It's that time of the year in NYC: When the angle of the sunlight suggests that it should be autumn, but the foul, oozing, trash juice on your street curb enshrouding your entire block in oppressive swamp gas says otherwise. It's late September, and it's still effing hot in NYC.

Every year around this time I get frustrated with the weather because I'm ready for pants, boots, and hot beverages, but summer always seems to hold on for a bit too long (this week, during the autumnal equinox, it reached >90º F). Each year this gets me thinking: Am I being impatient? Am I misremembering the past? Or have the last few years really been excessively warm in the early fall? Am I already perceiving climate change / global warming? This year, motivated by the Climate Strike, I decided to do more than bemoan the lingering summer, so I signed up for a developer account with Dark Sky and started downloading historical weather data. This blog post is a naïve astronomer's attempt to make sense of local weather data: You have been warned.
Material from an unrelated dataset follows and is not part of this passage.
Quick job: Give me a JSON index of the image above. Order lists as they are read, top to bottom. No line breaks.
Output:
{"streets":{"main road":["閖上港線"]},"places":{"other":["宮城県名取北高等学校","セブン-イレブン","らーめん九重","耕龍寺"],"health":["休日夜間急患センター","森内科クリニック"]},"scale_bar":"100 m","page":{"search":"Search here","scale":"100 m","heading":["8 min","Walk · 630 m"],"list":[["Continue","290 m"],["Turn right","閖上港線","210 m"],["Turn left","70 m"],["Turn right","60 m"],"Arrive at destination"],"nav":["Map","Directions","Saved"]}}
First, a bunch of Python imports we'll need later...

In [1]:
import os
import datetime
import time

import astropy.table as at
import astropy.units as u
import matplotlib as mpl
import matplotlib.pyplot as plt
from matplotlib.dates import DateFormatter
import numpy as np
%matplotlib inline
import requests
from scipy.ndimage import gaussian_filter1d

import pandas as pd
from pandas.plotting import register_matplotlib_converters
register_matplotlib_converters()

I've already downloaded and cached daily weather data for NYC going back to 1968-01-01, available at the url in the cell below, so feel free to download that and skip down to "High temperatures around the fall equinox." But if you're interested in how I downloaded the data, keep reading.

In [2]:
cache_file = 'https://gist.githubusercontent.com/adrn/6455c48cb556d2f6f939c1e55b2308f8/raw/dedf6fd1989ab46baeab51058c788cca8aba4ca3/weather_cache_sm.csv'

Download and cache daily weather data

Below, I've written a function that takes a longitude and latitude, a date range, and a secret key for the Dark Sky weather API and returns a table of daily weather data.

In [3]:
@u.quantity_input(lon=u.degree, lat=u.degree)
def download_daily_weather(lon, lat, start_date, end_date, secret_key, cache=None):
    """Download daily weather data for the input Earth coordinates between the
    input dates.
    
    Parameters
    ----------
    lon : quantity_like
        Longitude.
    lat : quantity_like
        Latitude.
    start_date : `datetime.datetime`
        Start date to begin retrieving weather data.
    end_date : `datetime.datetime`
        Final date to retrieve weather data for.
    secret_key : str
        A Dark Sky weather API secret key for querying the API.
    cache : str, astropy.table.Table, pandas.DataFrame, optional
        If a string, this is assumed to be a filename. Otherwise, 
        the input is converted to an astropy Table for use internally.
    
    Returns
    -------
    data : astropy.table.Table
        The daily weather data as an astropy Table object.
        
    """
    url_f = 'https://api.darksky.net/forecast/{secret_key}/{lat:.4f},{lon:.4f}'
    url_f = url_f.format(lon=lon.to_value(u.degree), 
                         lat=lat.to_value(u.degree), 
                         secret_key=secret_key)
    url_f += ',{unix_time:.0f}?exclude=currently,flags,hourly'
    
    tbl = None
    save = False
    if cache is not None:
        if isinstance(cache, str):
            save = True
            # Only read it if it exists, otherwise we'll just save here later
            if os.path.exists(cache):  
                tbl = at.Table.read(cache)
        elif isinstance(cache, at.Table):
            tbl = cache
        elif isinstance(cache, pd.DataFrame):
            tbl = at.Table.from_pandas(cache)
        else:
            raise ValueError('cache must be a filename, astropy Table, or pandas DataFrame.')
    
    # Loop over all dates between the start and end dates
    delta = end_date - start_date
    for i in range(delta.days + 1):
        date = start_date + datetime.timedelta(days=i)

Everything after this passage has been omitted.